===== DATA FOR THIS TASK
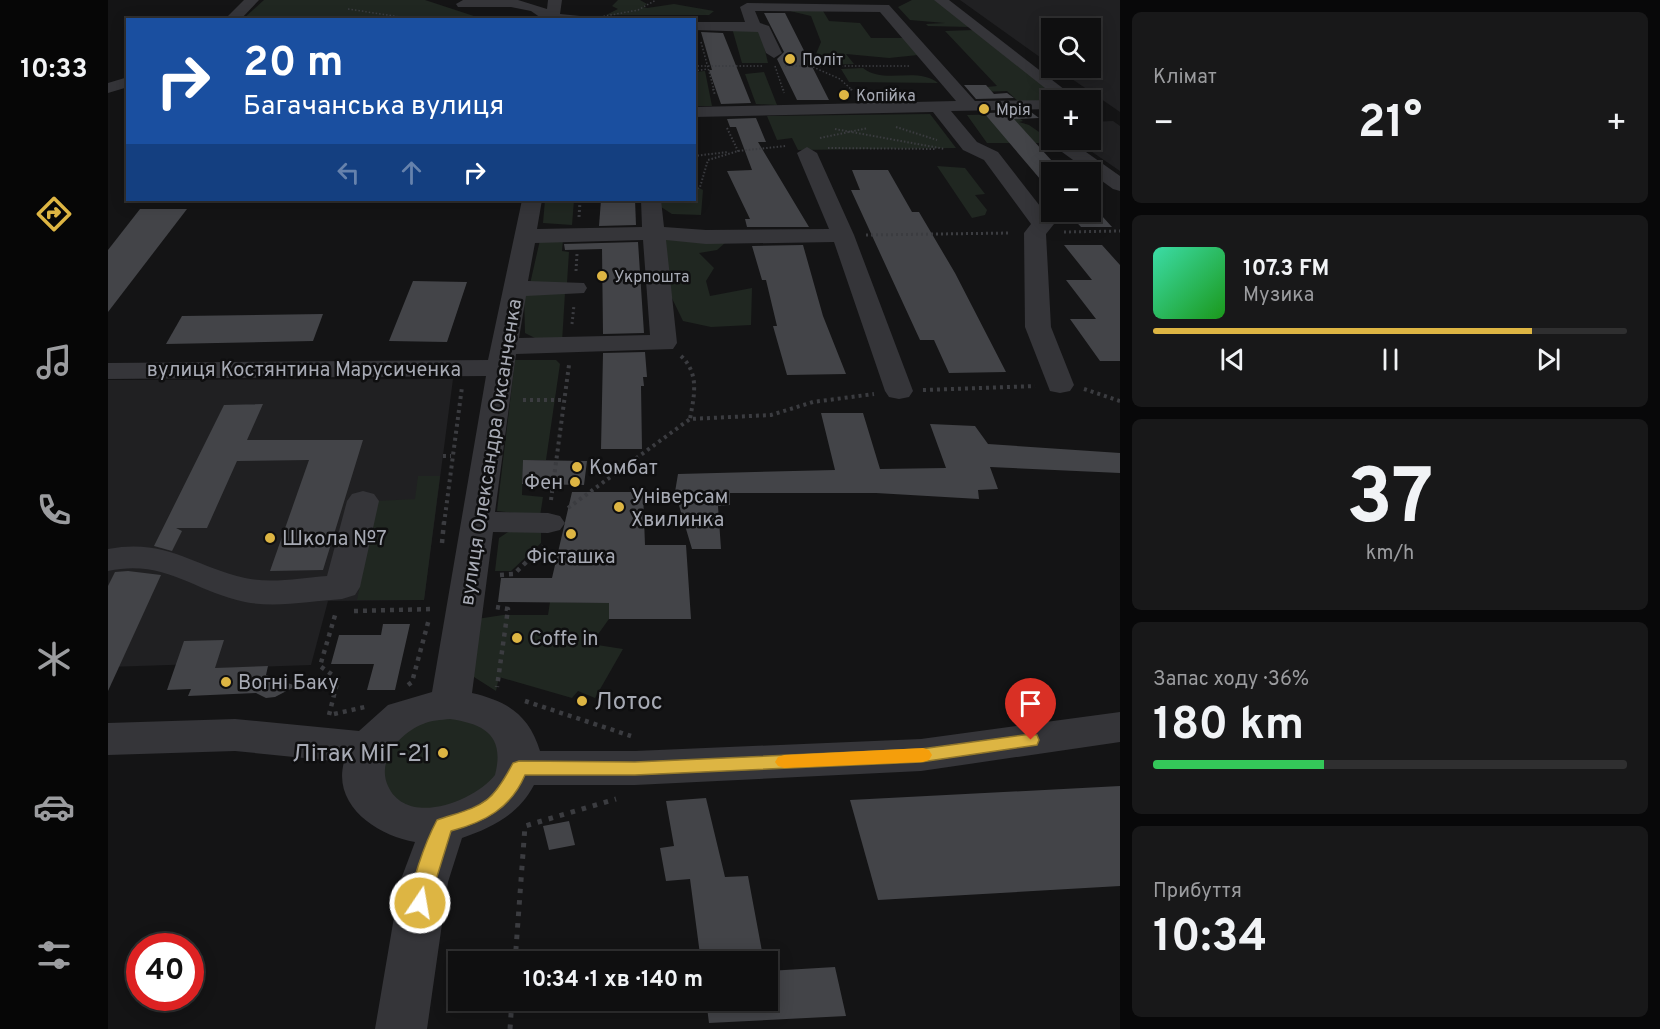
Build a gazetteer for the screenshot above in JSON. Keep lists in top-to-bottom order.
{
  "streets": {
    "street": ["вулиця Костянтина Марусиченка", "вулиця Олександра Оксанченка"]
  },
  "crossings": [
    ["вулиця Костянтина Марусиченка", "вулиця Олександра Оксанченка"]
  ],
  "places": [
    "Політ",
    "Копійка",
    "Мрія",
    "Укрпошта",
    "Комбат",
    "Фен",
    "Універсам Хвилинка",
    "Фісташка",
    "Школа №7",
    "Coffe in",
    "Вогні Баку",
    "Лотос",
    "Літак МіГ-21"
  ],
  "page": {
    "tabs": "10:33",
    "tile": [
      "Клімат",
      ["37", "km/h"],
      ["Запас ходу · 36%", "180 km"],
      ["Прибуття", "10:34"]
    ],
    "map_buttons": ["+", "−"],
    "turn": ["20 m", "Багачанська вулиця"],
    "heat": ["−", "21°", "+"],
    "song": ["107.3 FM", "Музика"],
    "limit": "40",
    "trip": "10:34 · 1 хв · 140 m"
  }
}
==========
THE PROBLEM | Give the records back exactly. Leave the pictures out.

SOLUTION TO THE PROBLEM |
Build a gazetteer for the screenshot above in JSON. Keep lists in top-to-bottom order.
{
  "streets": {
    "street": ["вулиця Костянтина Марусиченка", "вулиця Олександра Оксанченка"]
  },
  "crossings": [
    ["вулиця Костянтина Марусиченка", "вулиця Олександра Оксанченка"]
  ],
  "places": [
    "Політ",
    "Копійка",
    "Мрія",
    "Укрпошта",
    "Комбат",
    "Фен",
    "Універсам Хвилинка",
    "Фісташка",
    "Школа №7",
    "Coffe in",
    "Вогні Баку",
    "Лотос",
    "Літак МіГ-21"
  ],
  "page": {
    "tabs": "10:33",
    "tile": [
      "Клімат",
      ["37", "km/h"],
      ["Запас ходу · 36%", "180 km"],
      ["Прибуття", "10:34"]
    ],
    "map_buttons": ["+", "−"],
    "turn": ["20 m", "Багачанська вулиця"],
    "heat": ["−", "21°", "+"],
    "song": ["107.3 FM", "Музика"],
    "limit": "40",
    "trip": "10:34 · 1 хв · 140 m"
  }
}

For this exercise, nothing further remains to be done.